**Data supplied**
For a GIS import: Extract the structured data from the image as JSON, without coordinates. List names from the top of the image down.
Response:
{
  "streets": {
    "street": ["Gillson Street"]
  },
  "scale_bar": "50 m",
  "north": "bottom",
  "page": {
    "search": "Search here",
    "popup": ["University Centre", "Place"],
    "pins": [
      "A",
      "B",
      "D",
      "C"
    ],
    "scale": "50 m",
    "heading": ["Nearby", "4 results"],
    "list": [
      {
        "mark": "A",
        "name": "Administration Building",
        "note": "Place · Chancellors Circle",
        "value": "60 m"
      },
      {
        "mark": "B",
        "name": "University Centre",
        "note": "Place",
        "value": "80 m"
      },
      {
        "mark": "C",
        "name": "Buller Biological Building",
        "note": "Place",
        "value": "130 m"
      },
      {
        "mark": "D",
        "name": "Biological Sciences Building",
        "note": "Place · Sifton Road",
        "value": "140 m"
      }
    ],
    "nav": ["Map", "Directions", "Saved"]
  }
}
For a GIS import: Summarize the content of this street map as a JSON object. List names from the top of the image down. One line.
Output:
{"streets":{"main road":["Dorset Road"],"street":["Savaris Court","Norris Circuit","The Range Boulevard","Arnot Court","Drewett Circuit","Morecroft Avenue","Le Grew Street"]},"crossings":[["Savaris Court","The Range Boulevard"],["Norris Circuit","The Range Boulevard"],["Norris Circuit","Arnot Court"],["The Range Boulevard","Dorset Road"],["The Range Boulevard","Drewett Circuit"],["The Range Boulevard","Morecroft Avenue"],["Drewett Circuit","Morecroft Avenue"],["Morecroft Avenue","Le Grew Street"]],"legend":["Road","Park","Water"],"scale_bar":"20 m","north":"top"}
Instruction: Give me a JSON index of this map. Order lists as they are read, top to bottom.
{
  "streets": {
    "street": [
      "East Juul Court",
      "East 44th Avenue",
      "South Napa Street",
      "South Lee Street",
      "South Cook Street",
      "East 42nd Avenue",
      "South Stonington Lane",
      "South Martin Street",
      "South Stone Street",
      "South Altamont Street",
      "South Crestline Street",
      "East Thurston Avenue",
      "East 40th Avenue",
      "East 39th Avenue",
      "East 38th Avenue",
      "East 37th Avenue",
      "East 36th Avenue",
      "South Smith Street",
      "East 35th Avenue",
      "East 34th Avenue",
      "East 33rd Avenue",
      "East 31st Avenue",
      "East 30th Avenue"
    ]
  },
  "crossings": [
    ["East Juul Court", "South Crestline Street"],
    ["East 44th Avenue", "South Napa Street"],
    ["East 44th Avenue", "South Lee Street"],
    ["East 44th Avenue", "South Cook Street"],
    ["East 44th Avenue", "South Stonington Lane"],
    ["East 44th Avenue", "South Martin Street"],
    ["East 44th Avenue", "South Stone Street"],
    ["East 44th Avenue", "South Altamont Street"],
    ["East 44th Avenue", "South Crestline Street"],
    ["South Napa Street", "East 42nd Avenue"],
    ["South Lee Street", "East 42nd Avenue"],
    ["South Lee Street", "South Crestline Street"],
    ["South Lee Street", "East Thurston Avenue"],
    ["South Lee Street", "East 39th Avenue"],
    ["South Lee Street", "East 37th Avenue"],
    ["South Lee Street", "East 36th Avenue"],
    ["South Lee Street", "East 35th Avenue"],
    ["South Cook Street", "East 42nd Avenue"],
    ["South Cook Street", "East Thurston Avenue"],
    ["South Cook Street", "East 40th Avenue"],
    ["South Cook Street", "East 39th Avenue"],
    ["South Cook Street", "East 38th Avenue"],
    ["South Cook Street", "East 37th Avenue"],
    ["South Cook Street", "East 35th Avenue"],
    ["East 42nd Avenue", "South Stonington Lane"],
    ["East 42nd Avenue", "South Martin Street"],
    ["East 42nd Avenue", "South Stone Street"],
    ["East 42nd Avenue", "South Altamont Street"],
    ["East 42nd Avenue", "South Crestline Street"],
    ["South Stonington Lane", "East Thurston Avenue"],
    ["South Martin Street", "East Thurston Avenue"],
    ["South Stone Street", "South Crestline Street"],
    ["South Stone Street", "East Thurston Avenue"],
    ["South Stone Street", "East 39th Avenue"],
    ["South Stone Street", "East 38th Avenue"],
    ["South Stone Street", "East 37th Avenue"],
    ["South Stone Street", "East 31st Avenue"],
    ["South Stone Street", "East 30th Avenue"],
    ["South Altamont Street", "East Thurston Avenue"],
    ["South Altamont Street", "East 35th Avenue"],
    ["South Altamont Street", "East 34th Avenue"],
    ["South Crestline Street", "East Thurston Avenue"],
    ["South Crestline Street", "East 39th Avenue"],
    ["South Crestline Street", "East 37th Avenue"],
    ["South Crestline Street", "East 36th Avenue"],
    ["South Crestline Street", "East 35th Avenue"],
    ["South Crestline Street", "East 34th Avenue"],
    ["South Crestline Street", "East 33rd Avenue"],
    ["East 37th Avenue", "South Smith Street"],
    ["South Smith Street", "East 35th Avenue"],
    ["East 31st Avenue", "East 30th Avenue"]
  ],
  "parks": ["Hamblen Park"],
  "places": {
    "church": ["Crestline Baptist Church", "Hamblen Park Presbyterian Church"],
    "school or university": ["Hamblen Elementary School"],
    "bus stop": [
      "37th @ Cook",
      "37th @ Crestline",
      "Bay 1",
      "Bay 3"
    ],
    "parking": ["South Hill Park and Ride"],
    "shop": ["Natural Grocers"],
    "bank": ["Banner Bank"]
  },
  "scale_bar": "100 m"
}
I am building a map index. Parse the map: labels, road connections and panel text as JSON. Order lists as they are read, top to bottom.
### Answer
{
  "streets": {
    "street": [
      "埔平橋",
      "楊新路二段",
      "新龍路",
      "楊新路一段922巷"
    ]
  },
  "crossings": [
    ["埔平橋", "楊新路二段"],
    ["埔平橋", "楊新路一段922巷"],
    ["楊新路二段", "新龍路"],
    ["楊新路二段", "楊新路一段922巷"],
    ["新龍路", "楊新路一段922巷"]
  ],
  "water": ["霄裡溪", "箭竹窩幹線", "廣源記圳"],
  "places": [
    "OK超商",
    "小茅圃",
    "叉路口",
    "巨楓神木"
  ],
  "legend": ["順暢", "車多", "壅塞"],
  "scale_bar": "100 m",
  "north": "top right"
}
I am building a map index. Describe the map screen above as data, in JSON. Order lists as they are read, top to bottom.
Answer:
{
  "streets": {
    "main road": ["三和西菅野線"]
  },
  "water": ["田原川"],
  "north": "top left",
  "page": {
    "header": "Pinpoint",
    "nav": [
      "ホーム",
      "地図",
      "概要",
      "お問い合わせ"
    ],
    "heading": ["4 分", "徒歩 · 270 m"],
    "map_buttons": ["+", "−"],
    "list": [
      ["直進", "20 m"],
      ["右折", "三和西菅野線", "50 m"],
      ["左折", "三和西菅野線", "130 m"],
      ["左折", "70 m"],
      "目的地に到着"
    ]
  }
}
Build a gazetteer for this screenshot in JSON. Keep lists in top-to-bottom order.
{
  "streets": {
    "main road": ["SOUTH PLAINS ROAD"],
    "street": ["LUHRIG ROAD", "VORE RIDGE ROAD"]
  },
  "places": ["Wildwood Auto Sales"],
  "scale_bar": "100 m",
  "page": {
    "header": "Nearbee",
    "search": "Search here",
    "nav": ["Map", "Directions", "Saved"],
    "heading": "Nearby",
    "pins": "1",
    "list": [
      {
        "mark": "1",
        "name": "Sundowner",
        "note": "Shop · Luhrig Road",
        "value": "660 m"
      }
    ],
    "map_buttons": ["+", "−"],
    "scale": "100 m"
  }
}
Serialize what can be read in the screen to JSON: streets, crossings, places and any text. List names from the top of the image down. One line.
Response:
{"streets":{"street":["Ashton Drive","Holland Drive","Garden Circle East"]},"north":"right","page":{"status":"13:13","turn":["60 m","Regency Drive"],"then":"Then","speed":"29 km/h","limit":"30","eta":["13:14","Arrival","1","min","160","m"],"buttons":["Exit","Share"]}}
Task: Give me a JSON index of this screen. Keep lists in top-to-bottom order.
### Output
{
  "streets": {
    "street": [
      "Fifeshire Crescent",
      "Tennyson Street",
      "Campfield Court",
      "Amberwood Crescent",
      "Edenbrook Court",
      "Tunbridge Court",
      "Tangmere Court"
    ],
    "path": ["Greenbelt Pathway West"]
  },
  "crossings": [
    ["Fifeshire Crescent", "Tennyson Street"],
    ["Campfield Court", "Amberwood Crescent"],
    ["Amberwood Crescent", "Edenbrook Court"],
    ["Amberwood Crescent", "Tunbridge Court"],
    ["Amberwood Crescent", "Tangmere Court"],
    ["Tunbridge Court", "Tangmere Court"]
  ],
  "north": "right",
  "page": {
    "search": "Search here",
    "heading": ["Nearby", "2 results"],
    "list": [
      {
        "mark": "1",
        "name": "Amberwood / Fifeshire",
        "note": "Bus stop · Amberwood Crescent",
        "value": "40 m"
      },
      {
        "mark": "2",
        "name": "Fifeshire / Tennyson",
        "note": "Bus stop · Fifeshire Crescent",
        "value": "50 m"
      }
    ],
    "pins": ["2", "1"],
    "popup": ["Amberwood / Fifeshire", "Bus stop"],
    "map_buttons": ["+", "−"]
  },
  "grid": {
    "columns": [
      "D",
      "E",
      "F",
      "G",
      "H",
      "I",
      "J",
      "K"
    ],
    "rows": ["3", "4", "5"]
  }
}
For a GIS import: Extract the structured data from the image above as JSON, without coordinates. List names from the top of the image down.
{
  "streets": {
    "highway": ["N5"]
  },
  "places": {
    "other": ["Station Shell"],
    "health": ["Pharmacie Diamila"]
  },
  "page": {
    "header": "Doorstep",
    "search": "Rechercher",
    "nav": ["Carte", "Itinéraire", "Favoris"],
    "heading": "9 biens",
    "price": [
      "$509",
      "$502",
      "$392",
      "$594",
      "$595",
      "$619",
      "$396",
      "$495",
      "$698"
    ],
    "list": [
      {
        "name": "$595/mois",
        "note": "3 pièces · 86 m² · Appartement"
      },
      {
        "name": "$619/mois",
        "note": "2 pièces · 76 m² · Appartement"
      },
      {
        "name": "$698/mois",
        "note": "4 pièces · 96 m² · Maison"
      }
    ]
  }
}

**Problem details**
Compute the number of lines above that contain the string "Amberwood". Reply with that value only.

**Exercise result**
8